> _Work instructions_: In the listing below, find the line holding "M1153,299L1227,314L1211,388L1168,379L1163,402L1132,396Z" and the line holding "M886,617L962,632L946,707L871,691Z". Write out those two lines and all lines between, exactly, and nothing more.

================

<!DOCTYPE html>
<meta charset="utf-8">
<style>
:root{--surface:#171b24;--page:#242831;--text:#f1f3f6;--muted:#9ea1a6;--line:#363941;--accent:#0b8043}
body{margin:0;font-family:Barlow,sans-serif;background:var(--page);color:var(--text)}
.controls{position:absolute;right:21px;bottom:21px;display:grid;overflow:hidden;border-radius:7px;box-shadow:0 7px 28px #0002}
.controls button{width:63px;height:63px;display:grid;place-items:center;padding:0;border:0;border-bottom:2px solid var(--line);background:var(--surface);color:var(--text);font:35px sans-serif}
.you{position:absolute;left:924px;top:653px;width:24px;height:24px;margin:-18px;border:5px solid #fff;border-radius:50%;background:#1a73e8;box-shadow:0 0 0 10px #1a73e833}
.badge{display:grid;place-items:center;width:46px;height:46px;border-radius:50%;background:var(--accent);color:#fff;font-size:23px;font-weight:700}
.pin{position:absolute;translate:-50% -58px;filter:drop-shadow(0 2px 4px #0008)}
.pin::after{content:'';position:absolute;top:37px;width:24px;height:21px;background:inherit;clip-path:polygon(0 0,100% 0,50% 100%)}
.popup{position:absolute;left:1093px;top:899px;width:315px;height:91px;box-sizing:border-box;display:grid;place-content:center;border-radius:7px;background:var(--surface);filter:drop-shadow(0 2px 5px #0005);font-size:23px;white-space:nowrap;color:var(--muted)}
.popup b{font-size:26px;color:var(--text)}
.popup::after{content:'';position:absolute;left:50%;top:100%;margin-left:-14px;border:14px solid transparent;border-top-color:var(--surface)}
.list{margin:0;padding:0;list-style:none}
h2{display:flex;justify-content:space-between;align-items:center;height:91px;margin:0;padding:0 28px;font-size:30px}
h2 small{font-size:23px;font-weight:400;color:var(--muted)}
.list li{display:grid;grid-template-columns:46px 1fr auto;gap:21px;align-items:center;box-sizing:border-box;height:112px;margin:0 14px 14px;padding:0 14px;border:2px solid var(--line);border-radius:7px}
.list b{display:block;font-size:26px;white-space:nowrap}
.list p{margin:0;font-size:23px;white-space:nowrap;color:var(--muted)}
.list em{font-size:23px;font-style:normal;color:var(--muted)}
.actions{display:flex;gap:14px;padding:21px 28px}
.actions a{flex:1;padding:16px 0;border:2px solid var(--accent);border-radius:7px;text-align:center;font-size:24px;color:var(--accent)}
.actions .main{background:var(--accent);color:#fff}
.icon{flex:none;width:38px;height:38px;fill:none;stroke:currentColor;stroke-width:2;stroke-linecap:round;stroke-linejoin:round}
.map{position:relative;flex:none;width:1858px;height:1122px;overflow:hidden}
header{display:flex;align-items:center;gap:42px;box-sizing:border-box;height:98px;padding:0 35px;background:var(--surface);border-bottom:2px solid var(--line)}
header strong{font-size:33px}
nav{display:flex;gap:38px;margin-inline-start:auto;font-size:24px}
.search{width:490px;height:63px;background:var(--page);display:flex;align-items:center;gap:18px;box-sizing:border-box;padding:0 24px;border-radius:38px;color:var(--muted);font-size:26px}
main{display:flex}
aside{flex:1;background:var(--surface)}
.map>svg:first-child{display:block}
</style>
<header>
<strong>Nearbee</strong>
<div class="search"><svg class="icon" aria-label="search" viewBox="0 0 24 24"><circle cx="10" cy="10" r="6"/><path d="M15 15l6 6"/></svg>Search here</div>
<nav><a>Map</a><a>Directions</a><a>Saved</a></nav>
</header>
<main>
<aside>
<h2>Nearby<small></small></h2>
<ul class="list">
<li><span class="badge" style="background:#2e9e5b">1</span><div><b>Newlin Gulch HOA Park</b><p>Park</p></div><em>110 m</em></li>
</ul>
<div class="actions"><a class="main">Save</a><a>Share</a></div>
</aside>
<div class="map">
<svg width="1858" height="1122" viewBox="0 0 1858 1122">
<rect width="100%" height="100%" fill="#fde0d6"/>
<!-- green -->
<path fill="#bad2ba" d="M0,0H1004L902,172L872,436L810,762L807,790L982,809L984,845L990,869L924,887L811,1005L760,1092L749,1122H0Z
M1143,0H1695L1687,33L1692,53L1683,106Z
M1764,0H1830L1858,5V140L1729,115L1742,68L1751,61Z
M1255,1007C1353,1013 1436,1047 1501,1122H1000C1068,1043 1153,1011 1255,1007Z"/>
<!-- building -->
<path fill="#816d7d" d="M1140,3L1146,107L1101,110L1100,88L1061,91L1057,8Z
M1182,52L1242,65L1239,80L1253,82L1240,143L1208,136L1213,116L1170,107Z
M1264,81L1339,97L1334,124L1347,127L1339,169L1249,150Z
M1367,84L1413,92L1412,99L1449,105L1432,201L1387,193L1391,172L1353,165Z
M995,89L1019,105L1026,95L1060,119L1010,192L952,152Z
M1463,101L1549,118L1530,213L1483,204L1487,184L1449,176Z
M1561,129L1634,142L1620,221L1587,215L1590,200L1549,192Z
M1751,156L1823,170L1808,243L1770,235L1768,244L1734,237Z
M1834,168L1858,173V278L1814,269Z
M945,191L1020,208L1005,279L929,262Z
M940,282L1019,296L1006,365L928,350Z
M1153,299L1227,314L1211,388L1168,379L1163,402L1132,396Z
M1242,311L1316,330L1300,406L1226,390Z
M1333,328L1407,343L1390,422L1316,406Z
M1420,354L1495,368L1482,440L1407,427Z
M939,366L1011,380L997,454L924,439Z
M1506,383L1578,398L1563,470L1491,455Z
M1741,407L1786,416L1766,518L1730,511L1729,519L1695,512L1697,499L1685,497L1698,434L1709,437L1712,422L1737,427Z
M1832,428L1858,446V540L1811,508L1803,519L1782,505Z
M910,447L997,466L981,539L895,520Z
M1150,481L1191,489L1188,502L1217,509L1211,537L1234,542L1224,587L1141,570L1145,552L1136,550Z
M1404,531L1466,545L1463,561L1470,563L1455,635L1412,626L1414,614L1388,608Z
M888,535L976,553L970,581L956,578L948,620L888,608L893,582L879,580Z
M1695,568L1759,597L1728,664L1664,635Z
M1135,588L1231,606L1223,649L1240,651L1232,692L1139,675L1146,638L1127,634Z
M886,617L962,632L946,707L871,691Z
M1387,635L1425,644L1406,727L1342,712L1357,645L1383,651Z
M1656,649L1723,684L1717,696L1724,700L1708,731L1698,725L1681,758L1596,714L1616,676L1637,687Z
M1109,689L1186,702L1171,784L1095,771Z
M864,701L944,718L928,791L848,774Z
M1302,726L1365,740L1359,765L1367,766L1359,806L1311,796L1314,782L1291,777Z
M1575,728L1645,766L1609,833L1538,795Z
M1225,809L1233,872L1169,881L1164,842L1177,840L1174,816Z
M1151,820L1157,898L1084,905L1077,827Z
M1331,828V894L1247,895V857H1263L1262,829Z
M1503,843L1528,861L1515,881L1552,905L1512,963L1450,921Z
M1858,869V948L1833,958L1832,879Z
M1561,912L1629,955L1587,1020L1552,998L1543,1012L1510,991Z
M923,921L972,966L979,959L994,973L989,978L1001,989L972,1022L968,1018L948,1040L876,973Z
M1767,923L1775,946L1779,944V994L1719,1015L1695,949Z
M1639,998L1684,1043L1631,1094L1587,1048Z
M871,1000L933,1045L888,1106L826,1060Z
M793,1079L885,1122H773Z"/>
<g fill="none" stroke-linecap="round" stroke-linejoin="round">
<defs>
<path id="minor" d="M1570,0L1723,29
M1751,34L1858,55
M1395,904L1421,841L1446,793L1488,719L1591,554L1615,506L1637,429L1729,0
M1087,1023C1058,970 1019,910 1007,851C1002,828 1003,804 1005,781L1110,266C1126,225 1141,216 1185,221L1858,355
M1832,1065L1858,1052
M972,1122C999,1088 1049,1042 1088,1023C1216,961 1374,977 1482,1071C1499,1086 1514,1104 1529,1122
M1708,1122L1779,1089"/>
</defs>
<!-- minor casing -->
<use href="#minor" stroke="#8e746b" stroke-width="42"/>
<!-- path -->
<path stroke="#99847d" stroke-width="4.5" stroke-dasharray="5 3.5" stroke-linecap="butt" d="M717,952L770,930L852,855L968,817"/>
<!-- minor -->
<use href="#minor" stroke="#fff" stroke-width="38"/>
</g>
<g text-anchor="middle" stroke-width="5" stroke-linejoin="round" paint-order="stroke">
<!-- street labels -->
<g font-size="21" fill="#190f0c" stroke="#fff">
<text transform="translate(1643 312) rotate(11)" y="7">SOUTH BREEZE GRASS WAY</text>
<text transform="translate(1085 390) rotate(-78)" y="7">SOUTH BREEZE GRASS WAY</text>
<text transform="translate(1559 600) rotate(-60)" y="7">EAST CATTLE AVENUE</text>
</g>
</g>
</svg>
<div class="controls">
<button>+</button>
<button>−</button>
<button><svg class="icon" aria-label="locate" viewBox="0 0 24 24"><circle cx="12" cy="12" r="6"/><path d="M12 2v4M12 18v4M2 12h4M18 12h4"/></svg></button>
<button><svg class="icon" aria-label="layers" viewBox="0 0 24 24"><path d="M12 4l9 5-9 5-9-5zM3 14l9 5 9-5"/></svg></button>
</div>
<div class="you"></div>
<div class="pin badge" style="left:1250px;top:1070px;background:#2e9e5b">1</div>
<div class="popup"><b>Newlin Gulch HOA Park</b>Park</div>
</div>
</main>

================

> _Output of the task_:
M1153,299L1227,314L1211,388L1168,379L1163,402L1132,396Z
M1242,311L1316,330L1300,406L1226,390Z
M1333,328L1407,343L1390,422L1316,406Z
M1420,354L1495,368L1482,440L1407,427Z
M939,366L1011,380L997,454L924,439Z
M1506,383L1578,398L1563,470L1491,455Z
M1741,407L1786,416L1766,518L1730,511L1729,519L1695,512L1697,499L1685,497L1698,434L1709,437L1712,422L1737,427Z
M1832,428L1858,446V540L1811,508L1803,519L1782,505Z
M910,447L997,466L981,539L895,520Z
M1150,481L1191,489L1188,502L1217,509L1211,537L1234,542L1224,587L1141,570L1145,552L1136,550Z
M1404,531L1466,545L1463,561L1470,563L1455,635L1412,626L1414,614L1388,608Z
M888,535L976,553L970,581L956,578L948,620L888,608L893,582L879,580Z
M1695,568L1759,597L1728,664L1664,635Z
M1135,588L1231,606L1223,649L1240,651L1232,692L1139,675L1146,638L1127,634Z
M886,617L962,632L946,707L871,691Z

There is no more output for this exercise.